When Were Ice Cream Cones Invented? Ice cream cones probably appeared as early as 1896 and were made by Italo Marchiony. Marchiony, who emigrated from Italy in the late 1800’s, invented his ice cream cone in New York City. He was granted a patent in December 1903, but this novel way of eating ice cream didn’t become popular until several years later.
When an ice cream vendor at the 1904 St. Louis World’s Fair ran out of cups for his ice cream, the sugar-waffle concessionaire who occupied the adjoining booth solved the problem by rolling his waffles into the shape of cones to hold the ice cream. This treat was immediately popular, and the ice cream cone was on its way. Ice cream cones have remained a favorite to this day, with billions of cones consumed every year.

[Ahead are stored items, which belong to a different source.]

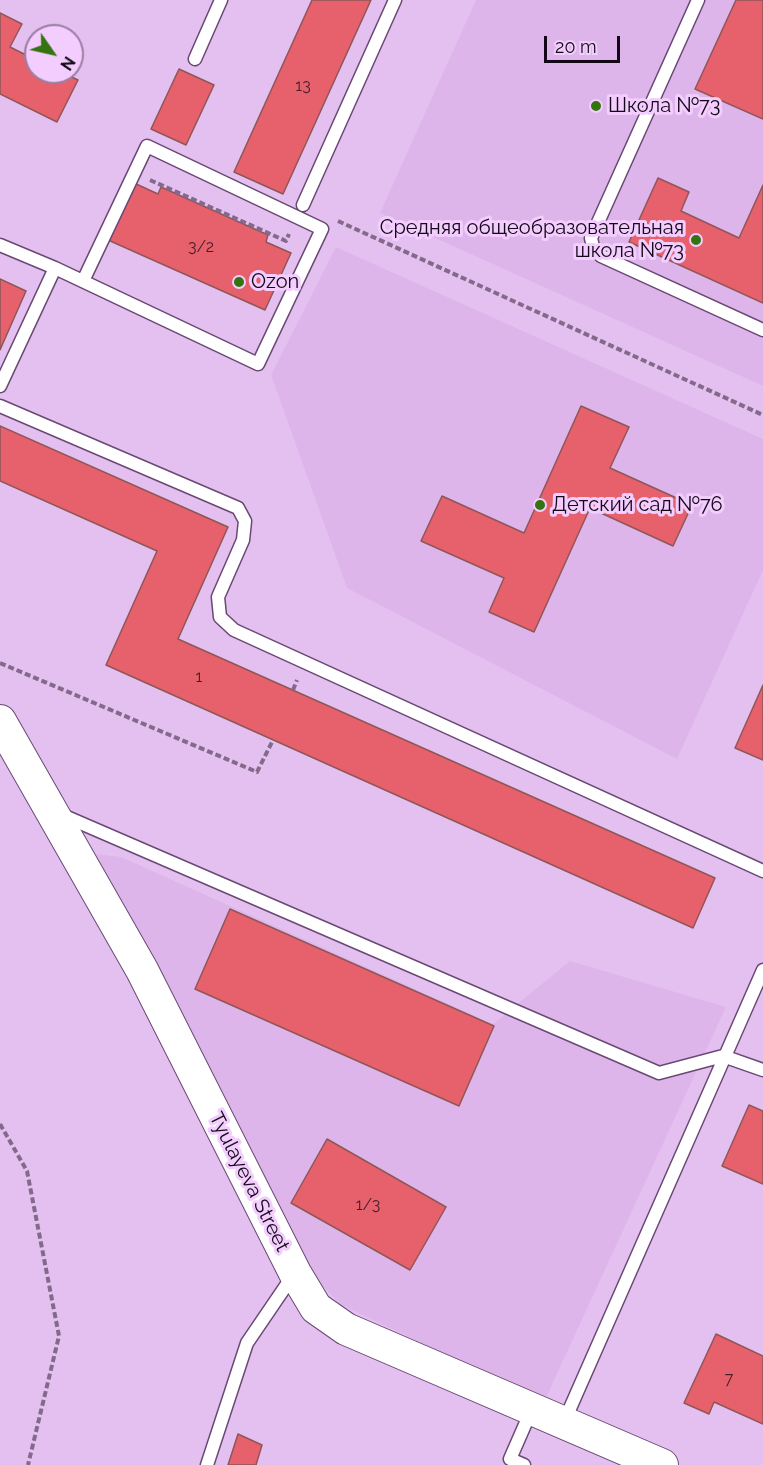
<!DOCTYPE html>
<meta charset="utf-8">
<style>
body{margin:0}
#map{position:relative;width:763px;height:1465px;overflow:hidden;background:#e4c0f0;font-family:Raleway,sans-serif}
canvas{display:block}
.north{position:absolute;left:24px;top:24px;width:60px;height:60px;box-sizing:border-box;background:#f2cdfd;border:2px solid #997ea1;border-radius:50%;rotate:124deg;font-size:16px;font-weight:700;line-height:24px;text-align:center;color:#140818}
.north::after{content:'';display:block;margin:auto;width:21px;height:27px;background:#337411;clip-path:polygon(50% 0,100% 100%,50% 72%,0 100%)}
.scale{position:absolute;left:544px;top:36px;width:76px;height:27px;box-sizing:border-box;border:3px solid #140818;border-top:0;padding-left:8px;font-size:18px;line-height:21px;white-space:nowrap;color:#140818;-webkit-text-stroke:4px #f2cdfd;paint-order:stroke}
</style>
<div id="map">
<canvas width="763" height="1465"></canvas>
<div class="north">N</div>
<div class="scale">20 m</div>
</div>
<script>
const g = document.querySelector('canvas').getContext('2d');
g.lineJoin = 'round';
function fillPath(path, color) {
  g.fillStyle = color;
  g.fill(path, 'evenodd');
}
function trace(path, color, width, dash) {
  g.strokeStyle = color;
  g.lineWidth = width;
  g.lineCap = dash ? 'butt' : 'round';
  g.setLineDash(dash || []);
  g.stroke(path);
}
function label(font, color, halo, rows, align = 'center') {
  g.font = font + ' Raleway,sans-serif';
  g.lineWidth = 6;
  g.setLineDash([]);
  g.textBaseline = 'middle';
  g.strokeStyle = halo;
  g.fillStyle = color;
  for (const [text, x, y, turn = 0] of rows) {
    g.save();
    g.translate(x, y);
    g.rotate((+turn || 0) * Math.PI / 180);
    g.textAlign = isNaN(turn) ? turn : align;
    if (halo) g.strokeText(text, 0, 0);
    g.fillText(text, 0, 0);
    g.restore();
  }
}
const built = new Path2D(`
 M476 0H763V386L380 213Z
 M336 247 763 439V570L677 759 347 588 271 375Z
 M96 854 121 857 493 1024 570 961 726 1007 544 1402 340 1304 310 1273Z`);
const building = new Path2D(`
 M312 0H371L283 194 234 172Z
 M736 0H763V119L695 89Z
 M0 13 22 24 10 47 36 60V72H61L78 80 57 122 0 94Z
 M179 69 214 85 186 145 151 129Z
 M658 178 689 192 681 211 739 238 763 185V303L629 242Z
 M134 183 158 194 161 187 268 235 266 242 291 253 265 310 108 240Z
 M0 279 26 291 0 350Z
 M581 406 629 427 610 468 692 505 673 546 590 508 534 632 489 612 504 578 421 541 442 496 524 533Z
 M0 426 228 527 178 639 715 878 693 928 106 665 157 551 0 481Z
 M763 685V760L735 748Z
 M230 909 494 1026 459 1106 195 989Z
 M749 1105 763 1111V1184L722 1166Z
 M327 1139 446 1207 410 1270 291 1203Z
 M716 1334 763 1356V1424L714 1402 709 1414 684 1403Z
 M238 1434 262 1445 256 1465H228Z`);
const path = new Path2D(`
 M150 180 286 241 289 234
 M338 221 763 415
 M0 663 257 772 273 740
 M293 690 297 680
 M0 1124 27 1171 59 1336 28 1465`);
const lane = new Path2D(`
 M698 0 591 238 593 247 601 256 763 330
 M195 59 221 0
 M303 205 395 0
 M0 245 55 268 258 364 322 229 147 146 83 281
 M0 386 55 268
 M0 406 238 508 245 521 243 540 218 597 220 617 234 630 763 871
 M62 815 659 1073 723 1056 763 1070
 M564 1422 763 970
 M207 1465 247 1343 294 1274
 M524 1465 510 1459 531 1411`);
const secondary = new Path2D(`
 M0 721 142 970 295 1273 316 1308 346 1329 662 1465`);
const markers = [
 [596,106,6,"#337411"],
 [696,240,6,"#337411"],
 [239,282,6,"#337411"],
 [540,505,6,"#337411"]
];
const numberNames = [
 ["13",303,86],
 ["3/2",201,247],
 ["1",199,677],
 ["1/3",368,1205],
 ["7",729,1379]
];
const poiNames = [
 ["Школа №73",608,106],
 ["Средняя общеобразовательная",684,228,"right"],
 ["школа №73",684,251,"right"],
 ["Ozon",251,282],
 ["Детский сад №76",552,505]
];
const streetNames = [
 ["Tyulayeva Street",249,1182,63]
];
fillPath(built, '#deb5eb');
fillPath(building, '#e6616c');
trace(building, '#8f5658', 1.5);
trace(lane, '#694973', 15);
trace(secondary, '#694973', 34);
trace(path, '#836a8b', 4, [6, 3]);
trace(lane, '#fff', 12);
trace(secondary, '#fff', 32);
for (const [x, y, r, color] of markers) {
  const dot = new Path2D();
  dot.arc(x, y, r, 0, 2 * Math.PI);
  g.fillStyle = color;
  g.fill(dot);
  trace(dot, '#f2cdfd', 2);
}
label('16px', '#481e2d', null, numberNames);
label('20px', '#140818', '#f2cdfd', poiNames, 'left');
label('20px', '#140818', '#f2cdfd', streetNames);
</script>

The story goes like this: Ernest A. Hamwi, a Syrian concessionaire was selling a crisp, waffle-like pastry — zalabis — in a booth right next to an ice cream vendor. Because of ice cream’s popularity, the vendor ran out of dishes.
Hamwi saw an easy solution to the ice cream vendor’s problem: he quickly rolled one of his wafer-like waffles in the shape of a cone, or cornucopia, and gave it to the ice cream vendor. The cone cooled in a few seconds, the vendor put some ice cream in it, the customers were happy and the cone was on its way to becoming the great American institution that it is today.
St. Louis, a foundry town, quickly capitalized on the cone’s success. Enterprising people invented special baking equipment for making the World’s Fair cornucopia cones.
Stephen Sullivan of Sullivan, Missouri, was one of the first known independent operators in the ice cream cone business. In 1906, Sullivan served ice cream cones (or cornucopias, as they were still called) at the Modern Woodmen of America Frisco Log Rolling in Sullivan, Missouri.
At the same time, Hamwi was busy with the Cornucopia Waffle Company. In 1910, he founded the Missouri Cone Company, later known as the Western Cone Company.
As the modern ice cream cone developed, two distinct types of cones emerged. The rolled cone was a waffle, baked in a round shape and rolled (first by hand, later mechanically) as soon as it came off the griddle. In a few seconds, it hardened in the form of a crisp cone.
The second type of cone was molded either by pouring batter into a shell, inserting a core on which the cone was baked, and then removing the core; or pouring the batter into a mold, baking it and then splitting the mold so the cone could be removed with little difficulty.
In the 1920s, the cone business expanded. Cone production in 1924 reached a record 245 million. Slight changes in automatic machinery have led to the ice cream cone we know today. Now, millions of rolled cones are turned out on machines that are capable of producing about 150,000 cones every 24 hours.